--- Provided entries Enclosed Below ---

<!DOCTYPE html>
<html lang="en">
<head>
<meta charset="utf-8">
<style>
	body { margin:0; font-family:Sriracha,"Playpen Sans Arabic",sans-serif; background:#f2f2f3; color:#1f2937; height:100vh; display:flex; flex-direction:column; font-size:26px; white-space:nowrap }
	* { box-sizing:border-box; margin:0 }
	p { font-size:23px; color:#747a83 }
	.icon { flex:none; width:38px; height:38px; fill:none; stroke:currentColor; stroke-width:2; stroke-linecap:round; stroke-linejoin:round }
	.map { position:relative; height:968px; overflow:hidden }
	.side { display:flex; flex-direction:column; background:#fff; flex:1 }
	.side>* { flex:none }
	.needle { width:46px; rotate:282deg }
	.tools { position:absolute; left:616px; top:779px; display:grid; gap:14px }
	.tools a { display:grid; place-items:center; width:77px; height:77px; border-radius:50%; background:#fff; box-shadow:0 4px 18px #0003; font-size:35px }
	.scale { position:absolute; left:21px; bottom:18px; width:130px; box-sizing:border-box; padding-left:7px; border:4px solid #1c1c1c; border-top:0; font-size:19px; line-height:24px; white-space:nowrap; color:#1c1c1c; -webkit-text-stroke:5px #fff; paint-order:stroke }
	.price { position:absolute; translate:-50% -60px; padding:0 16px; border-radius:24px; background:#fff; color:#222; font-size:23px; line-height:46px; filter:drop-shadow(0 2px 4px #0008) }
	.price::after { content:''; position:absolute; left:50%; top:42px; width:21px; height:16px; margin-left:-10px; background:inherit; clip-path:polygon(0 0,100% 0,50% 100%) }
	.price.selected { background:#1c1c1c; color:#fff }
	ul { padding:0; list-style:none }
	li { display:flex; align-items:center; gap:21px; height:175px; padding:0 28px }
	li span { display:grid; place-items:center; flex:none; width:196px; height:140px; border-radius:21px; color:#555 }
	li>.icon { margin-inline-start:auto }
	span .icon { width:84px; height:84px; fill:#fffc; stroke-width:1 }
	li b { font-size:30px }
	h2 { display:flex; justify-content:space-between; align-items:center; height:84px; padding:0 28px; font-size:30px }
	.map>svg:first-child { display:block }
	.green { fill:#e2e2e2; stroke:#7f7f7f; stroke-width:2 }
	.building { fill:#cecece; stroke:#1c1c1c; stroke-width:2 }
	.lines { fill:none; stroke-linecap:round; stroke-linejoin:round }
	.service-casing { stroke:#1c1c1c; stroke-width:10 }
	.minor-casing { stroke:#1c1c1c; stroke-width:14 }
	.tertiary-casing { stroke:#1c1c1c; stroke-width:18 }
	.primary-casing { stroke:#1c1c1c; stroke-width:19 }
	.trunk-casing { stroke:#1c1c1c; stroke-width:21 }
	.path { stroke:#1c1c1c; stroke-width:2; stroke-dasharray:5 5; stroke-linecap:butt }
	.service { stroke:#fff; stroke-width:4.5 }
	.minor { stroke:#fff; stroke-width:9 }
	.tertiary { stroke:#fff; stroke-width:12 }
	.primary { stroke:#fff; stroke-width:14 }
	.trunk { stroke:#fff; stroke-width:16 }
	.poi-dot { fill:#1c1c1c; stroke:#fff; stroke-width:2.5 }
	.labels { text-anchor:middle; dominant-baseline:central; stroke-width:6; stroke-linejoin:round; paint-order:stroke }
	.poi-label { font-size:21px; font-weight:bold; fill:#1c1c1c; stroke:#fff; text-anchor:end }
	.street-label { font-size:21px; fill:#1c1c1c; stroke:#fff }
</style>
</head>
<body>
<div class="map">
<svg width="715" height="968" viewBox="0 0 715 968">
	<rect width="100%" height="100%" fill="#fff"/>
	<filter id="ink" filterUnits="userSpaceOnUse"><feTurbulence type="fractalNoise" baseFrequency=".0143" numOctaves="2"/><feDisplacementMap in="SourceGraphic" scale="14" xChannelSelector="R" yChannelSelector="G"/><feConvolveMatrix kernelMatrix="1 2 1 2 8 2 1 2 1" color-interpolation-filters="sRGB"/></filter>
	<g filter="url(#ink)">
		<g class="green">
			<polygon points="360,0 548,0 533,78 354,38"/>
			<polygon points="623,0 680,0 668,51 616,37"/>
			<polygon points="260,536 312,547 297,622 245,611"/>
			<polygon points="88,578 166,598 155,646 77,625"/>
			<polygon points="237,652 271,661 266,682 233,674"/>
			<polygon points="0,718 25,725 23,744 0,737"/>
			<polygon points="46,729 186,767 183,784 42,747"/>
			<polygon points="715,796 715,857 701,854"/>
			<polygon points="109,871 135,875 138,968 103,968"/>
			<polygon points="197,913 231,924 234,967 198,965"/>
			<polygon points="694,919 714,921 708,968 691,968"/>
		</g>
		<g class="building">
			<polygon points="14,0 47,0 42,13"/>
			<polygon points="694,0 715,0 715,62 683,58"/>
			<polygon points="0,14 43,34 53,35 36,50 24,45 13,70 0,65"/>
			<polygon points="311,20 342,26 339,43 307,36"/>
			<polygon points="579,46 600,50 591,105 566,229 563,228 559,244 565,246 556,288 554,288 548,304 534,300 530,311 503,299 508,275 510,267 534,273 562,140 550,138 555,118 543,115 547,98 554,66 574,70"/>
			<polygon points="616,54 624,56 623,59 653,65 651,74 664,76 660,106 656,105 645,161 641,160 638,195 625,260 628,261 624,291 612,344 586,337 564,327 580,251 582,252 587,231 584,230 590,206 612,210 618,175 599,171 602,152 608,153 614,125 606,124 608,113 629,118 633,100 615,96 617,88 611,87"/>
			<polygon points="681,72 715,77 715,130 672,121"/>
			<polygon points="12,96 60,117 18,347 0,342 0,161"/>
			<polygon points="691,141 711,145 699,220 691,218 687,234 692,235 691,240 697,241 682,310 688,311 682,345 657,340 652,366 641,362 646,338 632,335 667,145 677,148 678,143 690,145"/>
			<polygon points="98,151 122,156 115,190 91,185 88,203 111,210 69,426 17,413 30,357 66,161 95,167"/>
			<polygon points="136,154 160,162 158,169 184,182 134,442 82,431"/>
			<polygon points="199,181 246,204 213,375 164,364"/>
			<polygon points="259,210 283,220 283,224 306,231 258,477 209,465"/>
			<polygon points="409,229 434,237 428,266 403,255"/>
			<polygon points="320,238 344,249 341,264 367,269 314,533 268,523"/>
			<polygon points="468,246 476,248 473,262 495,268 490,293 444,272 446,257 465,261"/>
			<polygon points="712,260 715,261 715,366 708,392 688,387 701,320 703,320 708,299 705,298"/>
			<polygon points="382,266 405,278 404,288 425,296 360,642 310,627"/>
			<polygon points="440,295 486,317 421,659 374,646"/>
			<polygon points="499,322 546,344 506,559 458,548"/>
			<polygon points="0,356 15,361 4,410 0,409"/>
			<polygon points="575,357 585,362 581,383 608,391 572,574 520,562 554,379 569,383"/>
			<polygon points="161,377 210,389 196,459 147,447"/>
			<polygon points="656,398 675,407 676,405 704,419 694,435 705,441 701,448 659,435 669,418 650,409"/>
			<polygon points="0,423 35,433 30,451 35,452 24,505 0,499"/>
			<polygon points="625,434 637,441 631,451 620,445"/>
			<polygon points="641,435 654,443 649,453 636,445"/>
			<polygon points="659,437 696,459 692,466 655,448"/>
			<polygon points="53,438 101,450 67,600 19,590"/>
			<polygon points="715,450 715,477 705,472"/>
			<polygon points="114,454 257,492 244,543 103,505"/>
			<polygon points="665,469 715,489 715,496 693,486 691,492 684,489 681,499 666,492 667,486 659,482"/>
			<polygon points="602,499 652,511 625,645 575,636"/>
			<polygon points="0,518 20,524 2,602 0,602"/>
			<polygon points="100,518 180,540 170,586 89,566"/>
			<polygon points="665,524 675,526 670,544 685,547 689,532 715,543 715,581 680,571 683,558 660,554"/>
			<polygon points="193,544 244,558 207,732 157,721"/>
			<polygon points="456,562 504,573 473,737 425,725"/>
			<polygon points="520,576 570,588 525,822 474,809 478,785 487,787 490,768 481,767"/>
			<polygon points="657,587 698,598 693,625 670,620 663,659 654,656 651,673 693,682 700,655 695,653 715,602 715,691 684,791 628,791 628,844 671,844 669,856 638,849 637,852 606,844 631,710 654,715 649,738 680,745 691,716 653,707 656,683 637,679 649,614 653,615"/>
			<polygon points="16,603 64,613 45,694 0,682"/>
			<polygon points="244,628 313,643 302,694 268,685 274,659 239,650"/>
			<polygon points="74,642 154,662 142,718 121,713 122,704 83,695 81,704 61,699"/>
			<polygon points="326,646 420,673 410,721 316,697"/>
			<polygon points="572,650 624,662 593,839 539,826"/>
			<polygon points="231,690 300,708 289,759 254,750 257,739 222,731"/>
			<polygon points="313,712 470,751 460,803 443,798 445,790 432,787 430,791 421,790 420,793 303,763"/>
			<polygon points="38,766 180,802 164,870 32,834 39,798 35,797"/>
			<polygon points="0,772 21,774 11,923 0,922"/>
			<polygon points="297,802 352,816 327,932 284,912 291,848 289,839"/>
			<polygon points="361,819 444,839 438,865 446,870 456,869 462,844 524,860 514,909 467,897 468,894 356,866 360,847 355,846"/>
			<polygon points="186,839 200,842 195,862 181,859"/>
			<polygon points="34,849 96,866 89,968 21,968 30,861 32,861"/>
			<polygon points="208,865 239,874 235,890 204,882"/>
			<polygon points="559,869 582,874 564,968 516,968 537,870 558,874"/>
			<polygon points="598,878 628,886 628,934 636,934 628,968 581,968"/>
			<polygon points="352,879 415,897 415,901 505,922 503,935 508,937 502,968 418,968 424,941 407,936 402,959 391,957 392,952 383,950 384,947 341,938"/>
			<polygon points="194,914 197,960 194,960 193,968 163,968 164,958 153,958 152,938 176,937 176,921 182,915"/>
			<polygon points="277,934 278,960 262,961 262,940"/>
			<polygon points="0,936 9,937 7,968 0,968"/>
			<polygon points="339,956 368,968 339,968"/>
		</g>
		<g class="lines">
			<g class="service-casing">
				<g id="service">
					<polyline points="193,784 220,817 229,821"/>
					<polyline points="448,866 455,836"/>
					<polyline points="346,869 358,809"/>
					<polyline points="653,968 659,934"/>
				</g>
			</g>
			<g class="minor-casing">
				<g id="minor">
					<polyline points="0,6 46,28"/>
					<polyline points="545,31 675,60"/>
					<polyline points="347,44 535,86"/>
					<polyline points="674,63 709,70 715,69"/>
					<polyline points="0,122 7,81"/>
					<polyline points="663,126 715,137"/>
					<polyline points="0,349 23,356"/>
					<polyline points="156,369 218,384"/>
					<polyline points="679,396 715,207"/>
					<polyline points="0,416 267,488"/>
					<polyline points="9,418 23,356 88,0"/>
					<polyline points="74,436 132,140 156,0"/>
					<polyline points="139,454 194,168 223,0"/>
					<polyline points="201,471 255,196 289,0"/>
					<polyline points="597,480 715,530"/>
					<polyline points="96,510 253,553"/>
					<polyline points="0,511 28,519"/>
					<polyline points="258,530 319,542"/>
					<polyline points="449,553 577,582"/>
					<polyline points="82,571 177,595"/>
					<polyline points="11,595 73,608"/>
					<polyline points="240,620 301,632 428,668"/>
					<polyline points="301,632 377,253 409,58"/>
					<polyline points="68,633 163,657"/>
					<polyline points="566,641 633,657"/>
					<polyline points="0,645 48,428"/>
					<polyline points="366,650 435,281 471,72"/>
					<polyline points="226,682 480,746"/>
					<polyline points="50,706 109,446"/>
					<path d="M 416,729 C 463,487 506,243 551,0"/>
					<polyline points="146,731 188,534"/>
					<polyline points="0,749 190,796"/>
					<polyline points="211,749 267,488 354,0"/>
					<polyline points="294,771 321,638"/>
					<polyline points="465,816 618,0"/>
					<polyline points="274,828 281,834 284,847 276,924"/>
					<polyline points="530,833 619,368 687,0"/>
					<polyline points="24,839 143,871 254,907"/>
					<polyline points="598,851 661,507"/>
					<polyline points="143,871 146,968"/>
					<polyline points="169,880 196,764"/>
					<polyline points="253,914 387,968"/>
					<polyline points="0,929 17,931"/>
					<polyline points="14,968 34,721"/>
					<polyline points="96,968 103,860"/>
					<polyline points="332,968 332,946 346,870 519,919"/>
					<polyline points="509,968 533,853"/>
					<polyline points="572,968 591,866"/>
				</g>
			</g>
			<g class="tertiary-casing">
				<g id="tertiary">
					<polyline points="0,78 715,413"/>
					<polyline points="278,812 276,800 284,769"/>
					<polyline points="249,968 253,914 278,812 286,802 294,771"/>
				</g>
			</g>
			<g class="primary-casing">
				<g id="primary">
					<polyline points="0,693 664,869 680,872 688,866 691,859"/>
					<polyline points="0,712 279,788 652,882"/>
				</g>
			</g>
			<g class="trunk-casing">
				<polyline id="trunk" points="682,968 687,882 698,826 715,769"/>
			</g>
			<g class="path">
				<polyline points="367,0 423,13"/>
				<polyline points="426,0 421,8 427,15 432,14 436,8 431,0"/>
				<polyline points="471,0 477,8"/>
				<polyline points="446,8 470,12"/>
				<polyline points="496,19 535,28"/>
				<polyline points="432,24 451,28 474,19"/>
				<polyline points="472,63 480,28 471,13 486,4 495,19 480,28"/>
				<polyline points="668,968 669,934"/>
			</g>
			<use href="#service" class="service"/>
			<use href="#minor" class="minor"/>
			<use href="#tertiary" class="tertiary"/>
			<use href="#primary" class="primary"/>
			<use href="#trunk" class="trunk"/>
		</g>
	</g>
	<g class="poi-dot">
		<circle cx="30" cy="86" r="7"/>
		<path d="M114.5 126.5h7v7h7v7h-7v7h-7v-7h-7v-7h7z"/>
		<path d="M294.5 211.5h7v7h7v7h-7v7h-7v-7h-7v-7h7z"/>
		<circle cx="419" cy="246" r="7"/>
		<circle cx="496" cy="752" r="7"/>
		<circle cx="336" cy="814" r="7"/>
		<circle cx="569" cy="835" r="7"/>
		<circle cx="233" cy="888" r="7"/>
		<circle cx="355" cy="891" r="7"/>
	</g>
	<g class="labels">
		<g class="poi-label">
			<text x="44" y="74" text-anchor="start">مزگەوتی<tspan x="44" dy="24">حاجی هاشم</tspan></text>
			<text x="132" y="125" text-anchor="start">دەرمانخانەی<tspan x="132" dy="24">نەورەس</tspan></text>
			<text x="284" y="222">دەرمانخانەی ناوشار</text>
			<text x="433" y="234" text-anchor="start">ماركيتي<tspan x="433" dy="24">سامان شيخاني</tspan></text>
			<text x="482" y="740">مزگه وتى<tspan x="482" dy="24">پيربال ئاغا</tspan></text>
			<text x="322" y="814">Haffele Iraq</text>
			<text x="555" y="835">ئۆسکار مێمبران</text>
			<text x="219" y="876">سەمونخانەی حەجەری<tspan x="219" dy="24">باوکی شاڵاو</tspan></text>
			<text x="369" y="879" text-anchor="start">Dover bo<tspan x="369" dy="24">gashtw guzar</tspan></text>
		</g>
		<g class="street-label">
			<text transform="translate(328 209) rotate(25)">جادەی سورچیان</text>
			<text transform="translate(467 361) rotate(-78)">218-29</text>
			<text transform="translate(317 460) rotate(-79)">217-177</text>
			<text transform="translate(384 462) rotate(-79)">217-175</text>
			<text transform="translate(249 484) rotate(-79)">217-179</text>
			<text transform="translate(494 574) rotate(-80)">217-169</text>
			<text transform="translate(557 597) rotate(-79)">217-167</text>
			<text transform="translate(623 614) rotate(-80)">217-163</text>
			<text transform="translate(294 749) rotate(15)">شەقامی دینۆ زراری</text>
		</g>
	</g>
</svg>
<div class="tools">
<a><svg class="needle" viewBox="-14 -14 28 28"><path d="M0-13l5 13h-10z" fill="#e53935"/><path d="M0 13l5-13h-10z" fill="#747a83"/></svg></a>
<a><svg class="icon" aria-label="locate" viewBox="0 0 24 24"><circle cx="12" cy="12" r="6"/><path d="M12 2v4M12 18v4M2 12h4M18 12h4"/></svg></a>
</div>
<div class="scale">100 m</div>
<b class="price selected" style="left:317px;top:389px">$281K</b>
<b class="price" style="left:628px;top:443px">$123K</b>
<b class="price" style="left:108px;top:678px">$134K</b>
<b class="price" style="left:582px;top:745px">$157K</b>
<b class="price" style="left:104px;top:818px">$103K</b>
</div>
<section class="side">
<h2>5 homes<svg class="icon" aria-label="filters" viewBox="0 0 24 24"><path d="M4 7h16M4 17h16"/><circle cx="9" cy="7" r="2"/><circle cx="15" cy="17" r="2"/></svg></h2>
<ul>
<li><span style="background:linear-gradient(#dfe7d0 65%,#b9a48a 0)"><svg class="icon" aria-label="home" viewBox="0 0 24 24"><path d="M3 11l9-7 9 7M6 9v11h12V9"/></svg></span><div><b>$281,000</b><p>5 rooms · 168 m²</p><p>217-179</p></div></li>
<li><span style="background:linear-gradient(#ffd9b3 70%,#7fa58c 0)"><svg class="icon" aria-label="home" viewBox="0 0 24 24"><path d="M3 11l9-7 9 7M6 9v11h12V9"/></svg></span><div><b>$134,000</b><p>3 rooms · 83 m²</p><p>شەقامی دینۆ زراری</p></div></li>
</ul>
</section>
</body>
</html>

--- End of Enclosed Provided entries ---

Search the entries above for the word "lines", and copy every line where it occurs.

* Result for this task *
	.lines { fill:none; stroke-linecap:round; stroke-linejoin:round }
		<g class="lines">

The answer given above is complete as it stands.